JustPark will also surface pricing suggestions when local demand signals indicate you could be earning more. These are based on live demand rather than guesswork, so they're worth acting on.
If there are events coming up nearby — concerts, matchdays, festivals, a bank holiday weekend — now is the time to add them using Scheduled Pricing. It lets you set a flat day rate for specific dates from the Event and Seasonal Pricing section of your listing. Hosts near major venues who use it earn on average 57% more per year than those who don't. Timing is everything: fans often book weeks or even months ahead, and you can't cancel a confirmed booking to raise the price — so set your event rates before demand builds, not after it peaks.
The Numbers: How Much Can You Earn Renting Out a Parking Space?
Thirty days in, you'll have a feel for your space's rhythm, even if the money is still building. As a rough guide, JustPark hosts typically earn between £500 and £3,000 a year, with top earners exceeding £4,000 — and where you are makes the biggest difference:
City centres: £100–£250+/month
Near commuter stations: £60–£120/month
Near airports: £50–£90/month
Near stadiums and arenas: £60–£180/month, more on event days
Suburban areas: £60–£75/month
And here's the reassuring part for a first-year host: your first £1,000 of property income each tax year is completely tax-free under HMRC's property income allowance. Stay under that threshold and there's no paperwork to file and nothing to declare. (One small thing to note when the money starts arriving: a 3% transaction fee applies when you withdraw your earnings.)

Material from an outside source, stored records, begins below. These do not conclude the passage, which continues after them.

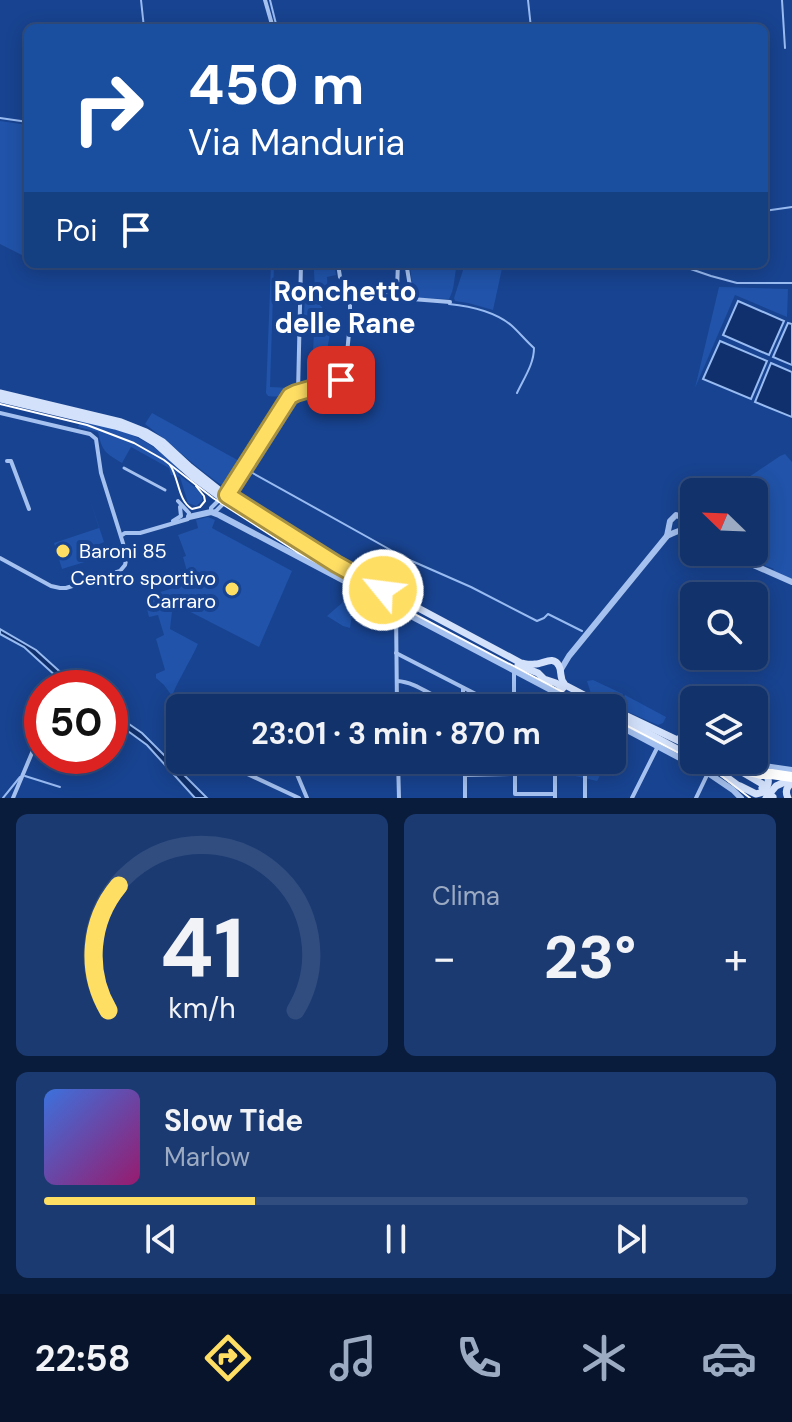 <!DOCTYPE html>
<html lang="it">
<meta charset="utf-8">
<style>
:root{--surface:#12326c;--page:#1b3a72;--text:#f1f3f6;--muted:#9caac2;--line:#314d7f;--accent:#ffde64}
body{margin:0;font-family:"DM Sans",sans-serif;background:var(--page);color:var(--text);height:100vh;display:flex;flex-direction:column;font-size:30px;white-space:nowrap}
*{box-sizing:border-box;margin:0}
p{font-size:26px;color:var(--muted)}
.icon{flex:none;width:44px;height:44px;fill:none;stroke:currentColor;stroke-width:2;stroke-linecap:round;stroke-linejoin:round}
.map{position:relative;height:798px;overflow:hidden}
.panel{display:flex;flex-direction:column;gap:16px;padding:16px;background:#0a1c3b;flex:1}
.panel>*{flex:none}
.banner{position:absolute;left:24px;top:24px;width:744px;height:244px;border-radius:12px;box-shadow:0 4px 20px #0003,0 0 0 2px var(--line);background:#1a4fa0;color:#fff;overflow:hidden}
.needle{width:52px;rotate:293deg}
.buttons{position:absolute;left:680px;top:478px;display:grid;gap:16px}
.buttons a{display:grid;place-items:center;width:88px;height:88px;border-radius:12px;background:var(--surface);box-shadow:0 4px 20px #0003,0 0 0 2px var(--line);font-size:40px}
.speed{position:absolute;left:24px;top:670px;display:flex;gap:16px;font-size:40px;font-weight:700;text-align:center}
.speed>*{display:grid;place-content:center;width:104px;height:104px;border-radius:50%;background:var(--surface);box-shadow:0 4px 20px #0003,0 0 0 2px var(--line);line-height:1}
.speed .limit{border:12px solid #d22;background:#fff;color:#111}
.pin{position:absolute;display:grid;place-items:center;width:68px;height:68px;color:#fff;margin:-34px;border-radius:16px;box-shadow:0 4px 12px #0006}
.me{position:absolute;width:88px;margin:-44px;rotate:299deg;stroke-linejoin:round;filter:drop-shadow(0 0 6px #0008)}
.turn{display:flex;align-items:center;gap:28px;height:168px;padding:0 32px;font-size:36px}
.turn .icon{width:104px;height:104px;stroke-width:2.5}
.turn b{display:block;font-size:56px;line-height:68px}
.then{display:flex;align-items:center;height:76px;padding:0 32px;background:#0003;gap:16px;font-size:30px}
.big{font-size:60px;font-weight:700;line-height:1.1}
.panel .tile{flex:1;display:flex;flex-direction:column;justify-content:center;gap:12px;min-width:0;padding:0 28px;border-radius:12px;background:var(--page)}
.panel .dial{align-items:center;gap:0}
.dial svg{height:208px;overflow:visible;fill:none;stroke:var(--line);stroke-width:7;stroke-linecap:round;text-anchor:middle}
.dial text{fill:var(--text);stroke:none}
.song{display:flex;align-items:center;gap:24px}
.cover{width:96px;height:96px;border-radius:12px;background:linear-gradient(135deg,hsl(220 70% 55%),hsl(320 70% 35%))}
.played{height:8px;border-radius:4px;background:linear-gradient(90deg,var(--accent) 30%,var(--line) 30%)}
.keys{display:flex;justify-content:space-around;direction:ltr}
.heat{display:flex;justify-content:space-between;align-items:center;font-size:44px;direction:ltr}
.panel .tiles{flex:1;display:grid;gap:16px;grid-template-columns:1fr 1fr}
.tile:last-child{grid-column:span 2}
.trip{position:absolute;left:166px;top:694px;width:460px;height:80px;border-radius:12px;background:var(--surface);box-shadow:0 4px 20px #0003,0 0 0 2px var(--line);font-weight:700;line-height:80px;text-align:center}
.tabs{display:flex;height:128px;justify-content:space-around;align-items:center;background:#07142b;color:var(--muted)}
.tabs .icon{width:56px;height:56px}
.tabs .selected{color:var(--accent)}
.tabs b{font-size:36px;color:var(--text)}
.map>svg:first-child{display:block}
.green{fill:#2053a9}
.water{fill:#0f306d;stroke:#98bbf2;stroke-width:2}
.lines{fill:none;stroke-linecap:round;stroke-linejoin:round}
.stream{stroke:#98bbf2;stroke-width:2}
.pedestrian{stroke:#a5c1ef;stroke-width:3}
.minor{stroke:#a5c1ef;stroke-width:4}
.tertiary{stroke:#a5c1ef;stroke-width:6}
.secondary{stroke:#d3e1fb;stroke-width:7}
.motorway{stroke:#fff;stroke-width:10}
.tram{stroke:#fff;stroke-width:2}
.secondary-bridge{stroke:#d3e1fb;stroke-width:7}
.motorway-bridge{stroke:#fff;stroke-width:10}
.route-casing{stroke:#a69041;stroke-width:20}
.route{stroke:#ffde64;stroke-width:14}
.poi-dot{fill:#ffde64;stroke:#184390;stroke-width:3}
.labels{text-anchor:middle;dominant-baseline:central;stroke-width:8;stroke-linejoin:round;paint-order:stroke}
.poi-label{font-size:20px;fill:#fff;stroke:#184390;text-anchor:start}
.district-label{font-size:28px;font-weight:bold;fill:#fff;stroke:#184390}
</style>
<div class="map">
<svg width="792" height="798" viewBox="0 0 792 798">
<rect width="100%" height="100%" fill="#184390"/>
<g class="green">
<polygon points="0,121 28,125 28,258 0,244"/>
<path d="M271 264H295L274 265 270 387 292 388C284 395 280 398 268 396L266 393Z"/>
<path d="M334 264H337L338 269H335L336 275 327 277 328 295 318 298 319 304C336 321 329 338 325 361L335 365 333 368 323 363V352L313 351 314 332 303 331 305 296H315L314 270 317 265 333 266Z"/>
<path d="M410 264H457C454 276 455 289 449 299L413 298Z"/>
<polygon points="465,264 503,264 493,310 468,303 455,301 454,298"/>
<polygon points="719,287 788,289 787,317 735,295 695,388"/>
<path d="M152 413 243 463 226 488C197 469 173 445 145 424Z"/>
<path d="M80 421C127 430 146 437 181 470L178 474 202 493V501L196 506 188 503 180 477 171 475 169 468 131 447 122 463C105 453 102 451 98 432L78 427Z"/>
<polygon points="785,454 792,462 792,579 773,571 774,569 731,552 754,552 754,492 727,492 780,456"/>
<polygon points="88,494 104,542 86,550 85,554 88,561 62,569 54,543 99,528"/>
<path d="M208 517 215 520 212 528 292 571 259 647 173 603 170 629 198 644C190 662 179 678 172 696L164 685 156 678V674L165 670 156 639 164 635 158 615 149 617 144 597 183 585 188 575 183 557 186 556 178 535 198 528 196 520Z"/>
<polygon points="349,589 360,595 353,609 350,628 343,626 327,616 342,603"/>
<polygon points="593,680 623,694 617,703 614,702 612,705 591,694 587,681"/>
<polygon points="625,695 666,717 663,723 658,725 619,708"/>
<polygon points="569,760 608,760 597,781 562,773"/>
</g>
<g class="water">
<polygon points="738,301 784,321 769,355 723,335"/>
<polygon points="788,323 792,324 792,365 773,357"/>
<polygon points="720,341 767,361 751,399 703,379"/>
<polygon points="771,363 792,372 792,417 755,402"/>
<polygon points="0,629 36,650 78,688 69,688 24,647 0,634"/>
<polygon points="110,711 142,733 207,798 195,798 147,745 110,718"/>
</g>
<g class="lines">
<g class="stream">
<polyline points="141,0 144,28"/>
<polyline points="270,0 277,28"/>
<polyline points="528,0 531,28"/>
<polyline points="782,0 785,48"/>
<polyline points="531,26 563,28"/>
<polyline points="0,118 28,122"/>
<polyline points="764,211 792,207"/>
<polyline points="411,264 413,267 418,268 423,264"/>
<polyline points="676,264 711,276 737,283 792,283"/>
<path d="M449 304C469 306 495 312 511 325 519 332 526 341 534 348 534 364 524 378 517 393"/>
<polyline points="249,471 405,558 471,587 537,621 544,618 548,614 582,631"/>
<polyline points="25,776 60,787"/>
<polyline points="3,798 20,777"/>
</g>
<polyline class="pedestrian" points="124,468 165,490"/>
<g class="minor">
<polyline points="265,0 273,28"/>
<polyline points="411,268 407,268 412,299"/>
<polyline points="397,288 398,264 401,264"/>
<polyline points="350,291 392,294 412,299 450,302"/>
<polyline points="298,392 301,264"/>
<polyline points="0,413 90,434 96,439 101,473 127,556 125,565 120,571 66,588 60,588 51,586 0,558"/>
<polyline points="7,461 11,461 29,509"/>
<path d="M222 497 211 508V512L216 511 223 504 290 396C306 386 333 390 345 375L350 322V291L349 285 340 277 338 264"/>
<polyline points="173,521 181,516 180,507"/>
<polyline points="122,535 125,533 140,533 188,519 189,513 178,501"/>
<polyline points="396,609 397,708"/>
<polyline points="396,653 503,708"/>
<path d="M397 681C421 682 439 705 463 705"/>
<polyline points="74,688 76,685"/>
<polyline points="463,706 463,688"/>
<polyline points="514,708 514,671"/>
<polyline points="555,708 556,693"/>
<polyline points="291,760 307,798"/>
<polyline points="398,760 399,798"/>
<polyline points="435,760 465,775 555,773"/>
<polyline points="465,760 465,798"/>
<polyline points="515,760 515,794 555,794"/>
<polyline points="555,760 555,798"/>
<polyline points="226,764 299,798"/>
<polyline points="585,776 585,798"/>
<polyline points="13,798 42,729"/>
<polyline points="632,798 658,746"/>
<polyline points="696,798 708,773"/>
</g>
<g class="tertiary">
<polyline points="189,517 211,512 219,515 585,708"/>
<polyline points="667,536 670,521 676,515 684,518 690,531"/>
<polyline points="724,552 792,582"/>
<path d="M560 671 569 656 667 536C675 532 682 528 691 532"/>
<polyline points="612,722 708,773 733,790 741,798"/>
<polyline points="679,738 694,743"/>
<polyline points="753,762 764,766 792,770"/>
</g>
<g class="secondary">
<path d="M0 393 121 422 146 432 163 442 190 467 219 490 336 564 521 663C527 664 529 665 535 664 543 664 554 655 559 666 563 674 558 676 565 685L609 708"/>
<polyline points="0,399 115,426 140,434 155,443 193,477 220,497 334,568"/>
<polyline points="518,665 538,673 544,679 556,683 563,688"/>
<polyline points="612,709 694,748"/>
<polyline points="622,719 694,758"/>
<polyline points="698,760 720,772 743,789"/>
<polyline points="710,760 724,767"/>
<polyline points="742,772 764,785"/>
<path d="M740 786 756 794 764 792C777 774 758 770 746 760"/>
<polyline points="766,798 776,786 787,781"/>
<path d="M788 798C785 792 786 787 792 783"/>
</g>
<g class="motorway">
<polyline points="736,768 761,774"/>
<polyline points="771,774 792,777"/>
</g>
<g class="tram">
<polyline points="0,404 87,425 134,443 164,460 213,498 297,552 593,708"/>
<path d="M170 465C179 478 178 501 192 509L200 507 205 501 204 496 196 486"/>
<polyline points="612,718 719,774 750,798"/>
</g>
<g class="secondary-bridge">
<polyline points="725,763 736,768"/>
<polyline points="762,788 773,797"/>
</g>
<polyline class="motorway-bridge" points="761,774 771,774"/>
</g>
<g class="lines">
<g class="route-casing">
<polyline id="route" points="341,380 296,393 290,396 227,495 336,564 383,590"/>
</g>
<use href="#route" class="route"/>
</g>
<g class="poi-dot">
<circle cx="63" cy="551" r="8"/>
<circle cx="232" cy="589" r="8"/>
</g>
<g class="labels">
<g class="poi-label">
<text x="79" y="551">Baroni 85</text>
<text x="216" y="578" text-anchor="end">Centro sportivo<tspan x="216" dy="23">Carraro</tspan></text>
</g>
<g class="district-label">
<text x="345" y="291">Ronchetto<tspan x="345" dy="32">delle Rane</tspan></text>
</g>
</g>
</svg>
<div class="buttons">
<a><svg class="needle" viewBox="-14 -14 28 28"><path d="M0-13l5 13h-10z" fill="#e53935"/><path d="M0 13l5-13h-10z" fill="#9caac2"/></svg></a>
<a><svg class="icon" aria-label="search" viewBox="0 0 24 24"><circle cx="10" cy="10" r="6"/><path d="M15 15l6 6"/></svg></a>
<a><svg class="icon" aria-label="layers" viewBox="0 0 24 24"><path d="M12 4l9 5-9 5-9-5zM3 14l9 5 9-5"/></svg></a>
</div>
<div class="speed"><div class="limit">50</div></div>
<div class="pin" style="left:341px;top:380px;background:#d93025"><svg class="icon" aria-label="arrive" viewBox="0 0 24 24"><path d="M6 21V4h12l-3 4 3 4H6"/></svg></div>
<svg class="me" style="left:383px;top:590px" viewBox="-20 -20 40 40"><circle r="17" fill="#ffde64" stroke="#fff" stroke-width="3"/><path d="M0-11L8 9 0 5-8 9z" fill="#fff"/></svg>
<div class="trip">23:01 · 3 min · 870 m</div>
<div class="banner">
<div class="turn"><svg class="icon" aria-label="right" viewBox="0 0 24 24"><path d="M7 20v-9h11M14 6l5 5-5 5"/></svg><div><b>450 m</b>Via Manduria</div></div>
<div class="then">Poi<svg class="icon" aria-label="arrive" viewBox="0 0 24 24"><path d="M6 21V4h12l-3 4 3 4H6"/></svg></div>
</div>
</div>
<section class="panel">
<div class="tiles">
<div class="tile dial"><svg viewBox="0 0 100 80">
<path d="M14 69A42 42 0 1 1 86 69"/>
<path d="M14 69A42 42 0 0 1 18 21" stroke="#ffde64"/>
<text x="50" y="56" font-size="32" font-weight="700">41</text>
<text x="50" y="72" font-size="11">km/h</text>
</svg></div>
<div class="tile"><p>Clima</p>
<div class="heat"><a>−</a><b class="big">23°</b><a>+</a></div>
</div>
<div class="tile">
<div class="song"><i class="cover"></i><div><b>Slow Tide</b><p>Marlow</p></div></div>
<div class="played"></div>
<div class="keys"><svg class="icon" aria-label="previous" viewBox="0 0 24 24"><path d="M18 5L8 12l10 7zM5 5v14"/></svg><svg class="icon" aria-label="pause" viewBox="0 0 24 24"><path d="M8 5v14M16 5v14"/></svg><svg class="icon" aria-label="next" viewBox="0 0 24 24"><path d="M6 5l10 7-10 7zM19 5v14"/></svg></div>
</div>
</div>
</section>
<nav class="tabs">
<b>22:58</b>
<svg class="icon selected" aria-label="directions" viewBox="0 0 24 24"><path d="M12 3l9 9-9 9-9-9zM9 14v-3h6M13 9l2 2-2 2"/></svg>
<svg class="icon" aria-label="music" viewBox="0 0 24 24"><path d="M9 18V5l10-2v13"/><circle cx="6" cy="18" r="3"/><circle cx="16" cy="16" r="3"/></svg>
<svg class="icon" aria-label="phone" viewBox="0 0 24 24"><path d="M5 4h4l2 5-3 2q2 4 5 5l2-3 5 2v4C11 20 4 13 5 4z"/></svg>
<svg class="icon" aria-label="climate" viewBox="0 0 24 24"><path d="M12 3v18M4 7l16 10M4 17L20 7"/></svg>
<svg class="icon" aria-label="car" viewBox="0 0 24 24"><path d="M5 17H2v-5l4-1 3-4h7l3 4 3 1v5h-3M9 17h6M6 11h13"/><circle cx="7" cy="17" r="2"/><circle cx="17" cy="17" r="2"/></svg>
</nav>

The Payoff: Why Your Driveway Was Worth It All Along
By the end of your first month, the thing most hosts notice is how little the whole arrangement asks of them. The listing took ten minutes. The bookings and payments handle themselves. The space you were barely using is quietly earning — and you're still fully in control of when.
The driveway was always there. All the first 30 days really do is show you what it was worth all along.